How To Make USB Drive Writeable?
Reinhold Rumberger
rrumberger at web.de
Sat Jan 23 16:00:45 UTC 2010
On Saturday 23 January 2010, Mark Greenwood wrote:
> On Saturday 23 Jan 2010 14:55:13 Nils Kassube wrote:
> > Mark Greenwood wrote:
> > > Anyway, a Dolphin window for the drive duly opens
> > > but I do not have permission to write files to it. Why does
> > > the system allow me to mount the disc as a normal user and
> > > then forbid that user to write to it? It's extremely
> > > unhelpful.
> >
> > What type of file system is on the disk? If it is something like
> > FAT, you should have write permission already. But if it is
> > ext2/3/4 the permissions of individual files / directories are
> > stored in the file system. You could use the command
> >
> > sudo chmod 777 /media/disk
> >
> > where you would replace the /media/disk with the actual mount
> > point. Then everybody may write to the root directory of the
> > disk.
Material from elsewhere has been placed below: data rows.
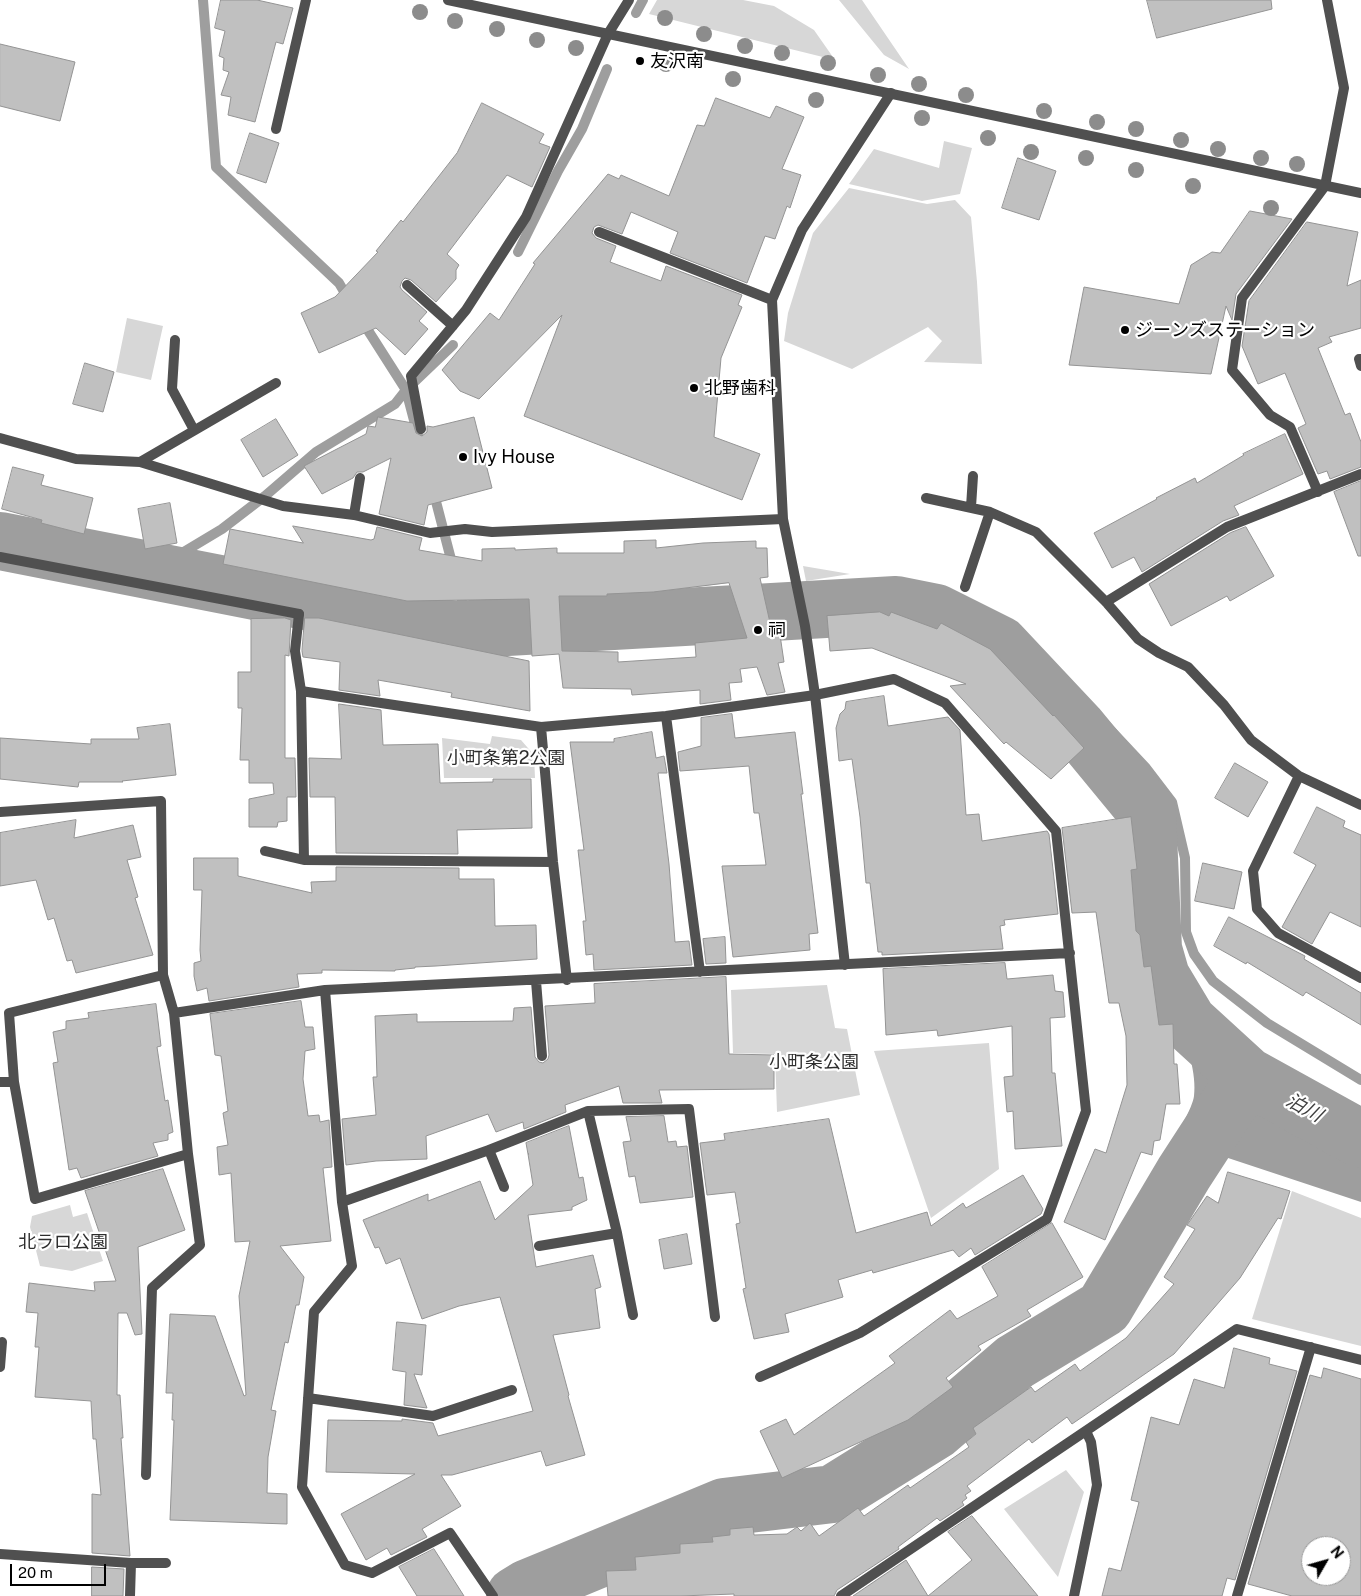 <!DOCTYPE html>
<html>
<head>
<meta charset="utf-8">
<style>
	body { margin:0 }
	#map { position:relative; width:1361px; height:1596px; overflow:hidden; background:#fff; font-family:"Public Sans",sans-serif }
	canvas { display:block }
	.north { position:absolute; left:1301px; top:1536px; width:50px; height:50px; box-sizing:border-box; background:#fff; border:1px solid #999; border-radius:50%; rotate:52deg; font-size:14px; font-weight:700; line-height:20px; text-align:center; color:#000 }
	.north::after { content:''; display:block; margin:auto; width:18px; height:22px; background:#000; clip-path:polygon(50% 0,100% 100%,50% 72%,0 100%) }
	.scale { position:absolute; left:10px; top:1564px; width:96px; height:22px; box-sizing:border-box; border:2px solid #000; border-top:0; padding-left:6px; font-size:15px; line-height:18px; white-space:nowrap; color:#000; -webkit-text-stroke:4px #fff; paint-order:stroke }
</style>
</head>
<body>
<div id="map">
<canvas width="1361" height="1596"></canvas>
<div class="north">N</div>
<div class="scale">20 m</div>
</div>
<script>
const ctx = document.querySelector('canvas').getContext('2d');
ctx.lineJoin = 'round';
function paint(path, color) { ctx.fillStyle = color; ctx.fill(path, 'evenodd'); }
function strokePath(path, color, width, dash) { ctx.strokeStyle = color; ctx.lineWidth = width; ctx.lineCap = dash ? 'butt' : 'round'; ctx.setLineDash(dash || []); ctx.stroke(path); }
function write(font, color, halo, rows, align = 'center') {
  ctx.font = font + ' "Public Sans","Noto Sans JP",sans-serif'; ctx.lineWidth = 4.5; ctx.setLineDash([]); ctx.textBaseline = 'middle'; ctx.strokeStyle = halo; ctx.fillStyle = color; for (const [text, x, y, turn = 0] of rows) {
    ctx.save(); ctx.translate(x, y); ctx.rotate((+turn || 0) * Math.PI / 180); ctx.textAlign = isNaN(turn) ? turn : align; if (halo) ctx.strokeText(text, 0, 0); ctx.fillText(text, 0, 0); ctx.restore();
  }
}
paint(new Path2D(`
	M657 0H743L774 6 814 30 835 60 649 14Z
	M839 0H862L909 69 884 55Z
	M944 141 972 148 960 194 922 201 849 184 874 149 939 168Z
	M849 188 927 204 955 200 971 217 977 282 982 364 924 362 942 341 928 327 852 369 784 341 788 313 813 233Z
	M127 318 163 326 151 380 116 372Z
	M803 566 850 574 806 581Z
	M492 736 521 740 534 755 535 778H444L442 738 490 744Z
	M827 985 835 1028 847 1029 860 1095 777 1112 775 1054 733 1053 731 990Z
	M989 1043 999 1169 931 1218 874 1051Z
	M1292 1191 1361 1218V1346L1252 1319Z
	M70 1205 73 1217 87 1213 103 1261 72 1271 40 1266 30 1227 32 1216Z
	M1066 1470 1084 1492 1058 1577 1004 1509Z`), '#d7d7d7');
paint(new Path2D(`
	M1201 1013 1246 1048 1302 1076 1361 1114V1202L1216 1154 1197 1171 1169 1150C1175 1138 1193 1107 1194 1096 1197 1075 1187 1043 1179 1024Z`), '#9e9e9e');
strokePath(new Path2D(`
	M203 0 216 167 339 283 349 300
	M636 13 643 0
	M518 252 558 171 582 129 607 69
	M362 321 406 390 421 447
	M433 490 453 567
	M160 572 177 556 222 529 265 496 316 452 395 404 406 390 453 345
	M459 589 464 608 541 616 690 606 884 586 950 596 995 617 1027 641 1146 768 1172 802 1185 858 1186 932 1194 954 1213 981 1267 1023 1361 1080`), '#9e9e9e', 10);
strokePath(new Path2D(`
	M0 541 454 630 896 605 936 613 1000 645 1077 727 1147 812 1153 949 1161 977 1188 1022 1247 1076 1361 1139
	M515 1596 528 1588 567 1572 724 1507 833 1494 936 1430 1015 1362 1104 1308 1184 1173 1232 1099`), '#9e9e9e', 58);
const building = new Path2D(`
	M221 0H257L293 8 283 44 276 42 255 122 228 115 231 97 221 95 229 72 223 70 224 58 219 56 225 31 215 28Z
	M1147 0H1271L1272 9 1157 38Z
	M0 44 75 62 60 121 0 106Z
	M716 98 770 118 776 106 804 117 782 169 801 175 790 208 787 206 775 239 765 236 747 283 670 253 678 232 631 212 622 234 598 225 594 227 592 233 596 238 616 246 610 262 661 281 666 266 742 295 738 305 742 307 721 358 714 437 760 454 742 500 524 416 562 315 479 399 460 391 442 370 490 313 499 320 535 264 533 263 608 174 619 179 621 175 669 196 697 125 704 126Z
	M482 103 544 134 539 143 550 147 532 187 507 175 447 254 459 265 456 270V279L436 302 411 280 405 278 402 281 400 287 402 290 427 312 419 321 428 329 405 355 376 328 319 353 301 313 335 297 378 252 376 251 401 220 403 222 457 153Z
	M250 133 279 143 266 183 237 173Z
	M1018 158 1056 171 1039 220 1002 208Z
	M1250 211 1292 219 1236 294 1232 320 1226 306 1211 374 1069 365 1084 287 1179 304 1191 265 1212 252 1220 253Z
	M1307 222 1358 232 1347 286 1361 280V328L1329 337 1332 342 1318 348 1345 415 1350 413 1361 442V467L1330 479 1327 471 1318 474 1298 428 1306 424 1285 373 1258 384 1242 346 1249 301Z
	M85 363 114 372 103 412 73 404Z
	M378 417 413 423 416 433 422 436 427 432V426L433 427 474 417 492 488 428 505 424 525 379 514 391 458 363 472H357L353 478 322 494 304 466 366 434 368 426 375 427Z
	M276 419 298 455 263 477 241 440Z
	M1285 434 1303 474 1234 506 1239 515 1223 521 1142 572 1134 557 1112 568 1094 533 1157 499 1156 498 1195 478 1197 483 1244 455 1243 454Z
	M13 467 44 475 41 485 93 498 84 534 41 523 42 520 2 509Z
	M1361 481V556H1358L1334 492Z
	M170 503 177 543 145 549 138 509Z
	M293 526 371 540 374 539 377 527 422 538 419 550 482 561V549L515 548V550L557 548V553H624V541L656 540V548L703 543 756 541V548H767L768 577 760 578 773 636 780 635 784 662 778 663 785 692 767 695 757 667 740 669 742 682 729 683 731 700 700 704V690L632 695 631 689 563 688 559 654 532 656 529 599 407 601 223 564 230 529 303 543ZM729 583 747 638 695 643 696 657 618 662V652L562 651 559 596H607V594L653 592Z
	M1246 527 1274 576 1230 601 1227 596 1171 626 1149 584 1230 533Z
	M880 612 889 616 891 612 937 629 941 623 990 649 1053 716 1054 715 1084 748 1051 779 1006 742 1004 744 950 686 966 684 872 648 830 651 827 616Z
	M285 618 291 620 289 656 285 655V758H295L296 797H287V821L278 822 277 827H249V799L274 794 273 783H249V760H240L242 708H238V672H251V619Z
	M305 618H319L529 661 530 711 451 697 452 693 378 680 380 696 339 690 340 662 303 657 302 651Z
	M884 696 888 726 948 717 960 730 966 815 979 814 982 841 1047 831 1049 834 1058 914 1004 920 1005 925 1000 926 1003 949 882 955V952H878L870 883H866L860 817 852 759 839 761 836 728 840 714 845 709 846 702Z
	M339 704 381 710 383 745 438 744 440 783 493 782V779H531L532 828 457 830 458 854 336 853 335 797H310L309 758 341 759Z
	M732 714 735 738 795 732 803 794H801L818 933 809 934 810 950 733 957 722 866 766 865 759 813H754L749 766 680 771 678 752 701 746V718Z
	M170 724 176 775 122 781 123 782H79L78 787 0 779V738L91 744V739H139L137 728Z
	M652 732 656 758 664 756 667 773H658L669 864 675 942 689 941 692 965 594 970 593 954 586 955 583 921H586L578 850H584L570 742H614V739Z
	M1235 763 1268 782 1248 817 1215 798Z
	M1317 807 1345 821 1343 827 1361 835V927L1330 912 1312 944 1282 927 1316 865 1294 853Z
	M1131 817 1137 869 1131 870 1136 931 1140 935 1144 967 1151 966 1159 1025 1173 1024 1174 1064H1177L1180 1104H1166L1160 1140 1154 1141 1152 1155 1141 1152 1105 1240 1064 1222 1095 1149 1106 1153 1127 1085 1126 1036 1119 1003H1109L1096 912 1072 913 1062 828Z
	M76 820 74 838 133 825 141 857 127 860 138 897 135 898 153 955 76 973 72 960 67 961 54 918 48 920 36 880 0 886V833Z
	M194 858H238V876L312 893 311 882 336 881V867L459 868V879H494L495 926 536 925 537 959 436 966 415 967V968L395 970V971L322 970V973L297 974 299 987 209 1001 207 988 197 991 194 976V963L201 961 200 950 202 890H194Z
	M1203 863 1242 872 1234 909 1195 901Z
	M1229 917 1305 956 1304 959 1361 993V1025L1306 992 1303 996 1247 962 1246 964 1214 946Z
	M725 937 726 963 706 964 703 939Z
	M1005 963 1007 979 1053 975 1055 991 1063 992 1065 1017 1050 1018 1052 1073H1055L1062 1146 1015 1149 1013 1111 1007 1112 1004 1077 1013 1076 1012 1026 938 1036 937 1030 886 1035 883 969Z
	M726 977 729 1054 774 1055V1089L659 1090 662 1103H623L619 1086 565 1105 566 1112 524 1129 523 1122 496 1132 488 1114 426 1136 427 1159 376 1161 346 1165 342 1119 376 1115 373 1077H377L375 1016 417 1014V1022L513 1021 514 1008 531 1007 535 1057 539 1062 543 1063 548 1059 549 1055 545 1006 595 1003 594 984Z
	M301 1001 305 1027H313L315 1049 305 1051 303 1079 308 1116 319 1115 320 1122 329 1120 332 1167 323 1168 331 1241 280 1246 304 1277 299 1305H296L288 1343 285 1342 271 1410 276 1411 268 1457 267 1493 287 1494V1524L170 1520 174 1420H172L173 1393H166L170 1314 215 1316 244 1396 246 1395 239 1296 250 1241 235 1242 231 1173 219 1175 217 1147 228 1145 223 1113 228 1111 221 1056 215 1055 210 1014Z
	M156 1004 161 1046 157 1047 165 1101 168 1100 173 1132 168 1134V1140L153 1143 158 1156 81 1178 77 1168 69 1170 53 1063 58 1062 53 1032 66 1029V1021L89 1018 88 1013Z
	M664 1116 668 1142 676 1141 677 1147 687 1146 693 1197 640 1203 635 1176 629 1177 623 1142 631 1141 626 1117Z
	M829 1119 856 1233 927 1212 931 1226 963 1203 966 1208 1023 1175 1043 1209 1041 1214 975 1255 971 1248 959 1257 953 1250 873 1273 872 1270 838 1280 843 1297 785 1314 789 1332 754 1339 743 1289 746 1288 736 1224 740 1223 735 1192 707 1195 700 1143 725 1140 724 1134Z
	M569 1126 579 1178 583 1177 587 1200 572 1207V1210L528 1215 536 1267 593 1255 601 1287 595 1289 600 1328 553 1335 569 1395 568 1396 585 1455 546 1466 541 1451 452 1475H441L461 1506 422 1529 427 1537 391 1555 387 1548 366 1560 341 1514 415 1474 326 1472 328 1420 402 1421V1419L433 1423 438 1436 533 1411 500 1297 459 1306 422 1319 400 1258 386 1264 379 1247 375 1248 363 1220 428 1194V1201L480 1181 495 1220 533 1185 528 1154H529H528L526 1143Z
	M163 1169 185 1230 138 1247 142 1334 135 1335 127 1313H118L117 1395H120L123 1438H121L130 1556 92 1553V1494L101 1495 96 1439H93L91 1401 35 1397 39 1347H35L38 1313 26 1312 29 1283 95 1291 94 1282 116 1281 85 1191Z
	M1228 1172 1290 1191 1281 1219 1278 1218 1240 1278 1174 1354 1072 1424 1067 1417 1032 1443 1029 1439 967 1486 971 1491 965 1495 967 1498 962 1502 964 1505 940 1521 937 1518 898 1547 899 1549 837 1590 834 1596H734V1594L680 1596H608L606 1571 636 1570 635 1557 680 1553V1544L713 1542 712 1537 730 1535V1529L753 1527 754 1535 787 1534 797 1527 801 1531 810 1523 819 1536 858 1508 864 1516 908 1485 910 1488 969 1447 966 1442 976 1434 973 1428 1031 1387 1035 1392 1075 1364 1080 1371 1126 1338 1174 1284 1164 1277 1195 1229 1187 1225 1207 1196 1218 1203Z
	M1052 1223 1083 1277 1027 1310 1031 1316 978 1346 981 1350 946 1378 953 1387 908 1420 782 1478 760 1431 786 1419 794 1435 895 1363 889 1356 950 1310 957 1319 998 1296 982 1267Z
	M687 1234 692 1264 664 1269 659 1240Z
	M397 1322 426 1325 422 1375 414 1374 427 1408 404 1405 406 1372 393 1370Z
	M1234 1348 1270 1358 1269 1364 1297 1371 1235 1580 1227 1578 1222 1596H1102L1109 1568 1121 1571 1139 1502 1131 1500 1151 1417 1179 1425 1194 1379 1224 1388Z
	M1324 1368 1361 1379V1596H1292L1248 1584 1310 1375 1321 1378ZM1311 1546H1341V1576H1311Z
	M972 1516 1038 1596H853L906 1560 928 1596 972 1560 948 1532Z
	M434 1549 464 1596H417L399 1567Z
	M92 1567 124 1569 123 1596H92Z`);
paint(building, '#c0c0c0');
strokePath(building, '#949494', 1);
strokePath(new Path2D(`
	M299 614 295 651 301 691`), '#505050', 10);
strokePath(new Path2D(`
	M276 129 306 0
	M599 232 772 300
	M407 285 453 326
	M175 340 172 389 194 430
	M1361 359H1359L1361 366
	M421 429 411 376 466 310 526 217 608 34 629 0
	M0 438 76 459 140 462 283 506 354 515 430 533 465 529 492 532 783 519
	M140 462 276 383
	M1318 492 1290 427 1270 415 1232 370 1242 298 1325 186 1344 88 1327 0
	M926 498 990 512 1036 532 1106 602 1138 639 1159 653 1188 667 1224 705 1251 740 1299 776
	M971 507 973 476
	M354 515 360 478
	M0 557 299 614
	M965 587 990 512
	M1106 602 1227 527 1361 474
	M666 716 700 972
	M541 727 553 862 567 980
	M1361 805 1299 776 1253 871 1257 909 1278 933 1361 978
	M0 812 161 801 163 975 174 1013 188 1154 35 1199 14 1082
	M265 851 304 860
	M553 862 304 860 301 691 541 727 666 716 815 695 894 679 945 703 1056 831 1086 1111 1047 1219 860 1333 760 1377
	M845 965 815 695 805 626 783 519 772 300 802 230 891 93
	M536 981 542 1056
	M325 990 342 1202 352 1266 314 1312 302 1487 345 1565 372 1573 450 1533 493 1596
	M174 1013 325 990 1070 953
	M0 1082H14L9 1013 163 975
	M588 1111 617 1233 633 1315
	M489 1150 504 1187
	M342 1202 489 1150 588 1111 689 1109 715 1317
	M539 1246 617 1233
	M0 1367 2 1342
	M308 1398 433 1416 512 1390
	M146 1475 152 1288 200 1245 188 1154
	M0 1554 131 1563 130 1596
	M131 1563H166
	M841 1596 1237 1329 1361 1360
	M1074 1596 1097 1485 1091 1442 1086 1431
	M1237 1596 1311 1347`), '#505050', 10);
strokePath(new Path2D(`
	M448 0 1361 193`), '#505050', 10);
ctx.fillStyle = '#8c8c8c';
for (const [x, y] of [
	[420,12],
	[665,18],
	[455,21],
	[497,29],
	[704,34],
	[537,40],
	[745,46],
	[576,48],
	[782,53],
	[828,63],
	[666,64],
	[878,75],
	[733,79],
	[919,84],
	[966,95],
	[816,100],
	[1044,111],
	[922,118],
	[1097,122],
	[1136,129],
	[988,138],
	[1181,140],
	[1218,149],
	[1031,152],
	[1086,158],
	[1261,158],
	[1297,164],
	[1136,170],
	[1193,186],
	[1271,208]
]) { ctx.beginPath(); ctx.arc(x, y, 8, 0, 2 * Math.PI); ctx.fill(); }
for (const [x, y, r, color] of [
	[640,61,5,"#000"],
	[1125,330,5,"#000"],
	[694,388,5,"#000"],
	[463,457,5,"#000"],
	[758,630,5,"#000"]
]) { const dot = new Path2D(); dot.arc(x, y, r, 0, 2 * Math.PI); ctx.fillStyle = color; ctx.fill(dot); strokePath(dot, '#fff', 2); }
write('18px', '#000', '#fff', [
	["友沢南",650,61],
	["ジーンズステーション",1135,330],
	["北野歯科",704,388],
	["Ivy House",473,457],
	["祠",768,630]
], 'left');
write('18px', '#2e2e2e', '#fff', [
	["小町条第2公園",506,758],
	["小町条公園",814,1062],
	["北ラロ公園",63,1242]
]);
write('italic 19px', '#3f3f3f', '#fff', [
	["泊川",1304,1108,29]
]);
</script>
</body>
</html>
But beware, write access for everybody also means that
> > everyone can delete everything from the disk.
>
> It's ext4. (It's 1.5TB so FAT is not an option) The disk gets
> automounted at /media/Backups (Backups is the partition label so
> that at least is helpful). I initially tried 'sudo chown bob
> /media/Backups' - to change the owner of /media/Backups to be my
You may want to do sudo chown -R bob /media/Backups/
That makes the chown command recursive.
(Just a guess, but I think:)
What you are actually doing with your command, is make the directory
the drive is mounted to belong to you. Since that is deleted and
recreated, it doesn't help.
If this doesn't work, try cd'ing to /media/Backups and applying the
chown to the current directory. I know it will work somehow, since it
works perfectly here.
> normal user. But as soon as I unplug the disk, /media/Backups is
> also removed and the next time I plug the disk in I have to go
> through that process again. Creating /media/Backups before
> plugging the disk in causes it to be mounted as /media/Backups-1,
> so that doesn't work either.
<snip>
> I've even tried adding a line to /etc/fstab to get the disc
> mounted at a predefined directory every time, but when I do this
> hal refuses to mount it and I have to 'mount /media/Backups'
> every single time I insert it, so that's not a solution either.
I don't think any solution involving fstab can be more than a
workaround. Chown'ing is the solution.